## ACTIVITY:
Reproduce the section of the listing that begins at the line containing "content:''; display:block; margin:auto;" and finishes at the line containing "const toPath = rows". Include both end lines and nothing beyond them.
Segment Open
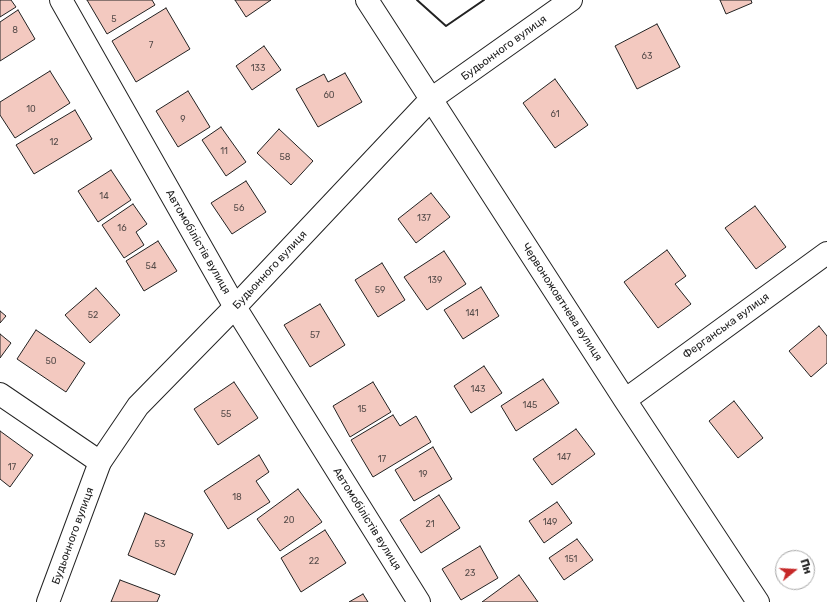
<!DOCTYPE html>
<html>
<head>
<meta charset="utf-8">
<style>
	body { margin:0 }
	#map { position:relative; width:827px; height:602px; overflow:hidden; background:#fff; font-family:Rubik,sans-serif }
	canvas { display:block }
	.north { position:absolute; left:775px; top:550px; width:40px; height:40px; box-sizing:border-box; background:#fff; border:1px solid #a7a7a7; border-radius:50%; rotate:72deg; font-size:11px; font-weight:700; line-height:16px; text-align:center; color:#222 }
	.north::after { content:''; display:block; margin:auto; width:14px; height:18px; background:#c62828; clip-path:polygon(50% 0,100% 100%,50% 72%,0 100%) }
</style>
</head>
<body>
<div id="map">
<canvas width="827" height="602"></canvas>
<div class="north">Пн</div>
</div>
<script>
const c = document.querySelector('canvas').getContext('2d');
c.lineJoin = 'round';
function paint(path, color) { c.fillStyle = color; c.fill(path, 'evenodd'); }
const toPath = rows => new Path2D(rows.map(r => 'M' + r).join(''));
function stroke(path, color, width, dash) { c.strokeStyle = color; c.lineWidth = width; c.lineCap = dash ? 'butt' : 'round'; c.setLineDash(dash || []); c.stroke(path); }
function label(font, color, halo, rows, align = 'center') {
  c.font = font + ' Rubik,sans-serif'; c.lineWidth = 3; c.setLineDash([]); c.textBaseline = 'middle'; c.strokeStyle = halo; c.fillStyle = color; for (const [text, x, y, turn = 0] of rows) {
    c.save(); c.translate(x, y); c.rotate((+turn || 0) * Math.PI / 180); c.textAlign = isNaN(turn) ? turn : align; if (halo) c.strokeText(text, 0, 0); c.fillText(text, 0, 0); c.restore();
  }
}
const building = toPath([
	[0,0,11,0,16,7,0,17,0,0],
	[87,0,152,0,155,5,107,34,87,0],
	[235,0,271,0,246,17,235,0],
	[720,0,751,0,752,3,726,14,720,0],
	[166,8,190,49,136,82,112,41,166,8],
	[18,10,35,39,0,61,0,22,18,10],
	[657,24,680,67,637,89,615,46,657,24],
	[264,46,281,70,252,90,236,66,264,46],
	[50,71,70,103,15,138,0,115,0,102,50,71],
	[345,73,362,102,318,127,296,89,324,74,328,82,345,73],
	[555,79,588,125,555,148,523,103,555,79],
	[188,91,210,127,178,147,156,111,188,91],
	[75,110,92,139,34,174,16,145,75,110],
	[221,127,246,162,226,176,202,140,221,127],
	[279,129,313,161,291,185,257,153,279,129],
	[111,170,131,200,98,222,78,191,111,170],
	[246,181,266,212,232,234,211,203,246,181],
	[431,193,450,217,416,243,398,219,431,193],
	[133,204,147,224,136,232,144,245,124,258,102,225,133,204],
	[755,206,786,247,756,269,725,228,755,206],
	[158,241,177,271,144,291,126,261,158,241],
	[667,250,686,276,675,284,691,304,658,328,624,282,667,250],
	[444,251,466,284,427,310,404,277,444,251],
	[382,263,405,300,378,317,355,280,382,263],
	[481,287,499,316,463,339,444,310,481,287],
	[96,288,120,315,90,343,65,315,96,288],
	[320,304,345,345,310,367,284,325,320,304],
	[0,311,6,316,0,323,0,311],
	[819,326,827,336,827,363,811,377,789,351,819,326],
	[36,330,85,363,66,392,17,359,36,330],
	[0,334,11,343,0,358,0,334],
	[484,366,502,393,471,413,454,386,484,366],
	[543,379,559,403,516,431,501,406,543,379],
	[234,382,258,418,218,445,194,409,234,382],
	[373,382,391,412,350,437,333,406,373,382],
	[734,401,763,438,738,458,709,421,734,401],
	[393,415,400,426,416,416,431,442,373,477,351,440,393,415],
	[576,429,595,454,552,485,533,459,576,429],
	[0,431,33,455,10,487,0,479,0,431],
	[433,447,452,479,414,501,395,470,433,447],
	[259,455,269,472,256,481,270,502,228,529,204,491,259,455],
	[298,489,322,522,280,551,257,519,298,489],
	[439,495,460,528,421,553,400,520,439,495],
	[557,502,572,523,544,543,529,521,557,502],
	[145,513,193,534,175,575,128,555,145,513],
	[325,530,346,563,301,592,281,558,325,530],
	[577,539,593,560,564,580,549,558,577,539],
	[480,546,498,578,461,600,442,569,480,546],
	[519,575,538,602,482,602,519,575],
	[120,580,160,595,157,602,111,602,120,580],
	[363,594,368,602,349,602,363,594]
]);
const street = toPath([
	[61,0,235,307,419,602],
	[431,99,625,400,758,602],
	[0,394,100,462],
	[625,400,827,253]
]);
const secondary = toPath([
	[367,0,431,99],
	[48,602,100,462,138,406,235,307,431,99,571,0]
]);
const wall = toPath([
	[417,0,446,26,484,0]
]);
const numberNames = [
	["5",114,19],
	["8",15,30],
	["7",151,45],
	["63",647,56],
	["133",258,68],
	["60",329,95],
	["10",31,109],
	["61",555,114],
	["9",183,119],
	["12",54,142],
	["11",224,151],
	["58",285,157],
	["14",104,196],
	["56",239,208],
	["137",424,218],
	["16",122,228],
	["54",151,266],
	["139",435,280],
	["59",380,290],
	["141",472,313],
	["52",93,315],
	["57",315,335],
	["50",51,361],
	["143",478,389],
	["145",530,405],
	["15",362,409],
	["55",226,414],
	["147",564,457],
	["17",382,459],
	["17",12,467],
	["19",423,474],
	["18",237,497],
	["20",289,520],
	["149",550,522],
	["21",430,524],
	["53",160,544],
	["151",571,559],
	["22",314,561],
	["23",470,573]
];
const streetNames = [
	["Будьонного вулиця",504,48,-36],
	["Автомобілістів вулиця",198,242,60],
	["Будьонного вулиця",270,270,-47],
	["Червоножовтнева вулиця",562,302,57],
	["Ферганська вулиця",726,326,-36],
	["Автомобілістів вулиця",367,519,58],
	["Будьонного вулиця",73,536,-70]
];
paint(building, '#f3c9c0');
stroke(building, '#222', 1);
stroke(street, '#222', 24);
stroke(secondary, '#222', 24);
stroke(street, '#fff', 22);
stroke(secondary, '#fff', 22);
stroke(wall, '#222', 2);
label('9px', '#564c4a', null, numberNames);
label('11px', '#222', '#fff', streetNames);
</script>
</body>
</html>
Segment Closed
## TASK OUTPUT:
	.north::after { content:''; display:block; margin:auto; width:14px; height:18px; background:#c62828; clip-path:polygon(50% 0,100% 100%,50% 72%,0 100%) }
</style>
</head>
<body>
<div id="map">
<canvas width="827" height="602"></canvas>
<div class="north">Пн</div>
</div>
<script>
const c = document.querySelector('canvas').getContext('2d');
c.lineJoin = 'round';
function paint(path, color) { c.fillStyle = color; c.fill(path, 'evenodd'); }
const toPath = rows => new Path2D(rows.map(r => 'M' + r).join(''));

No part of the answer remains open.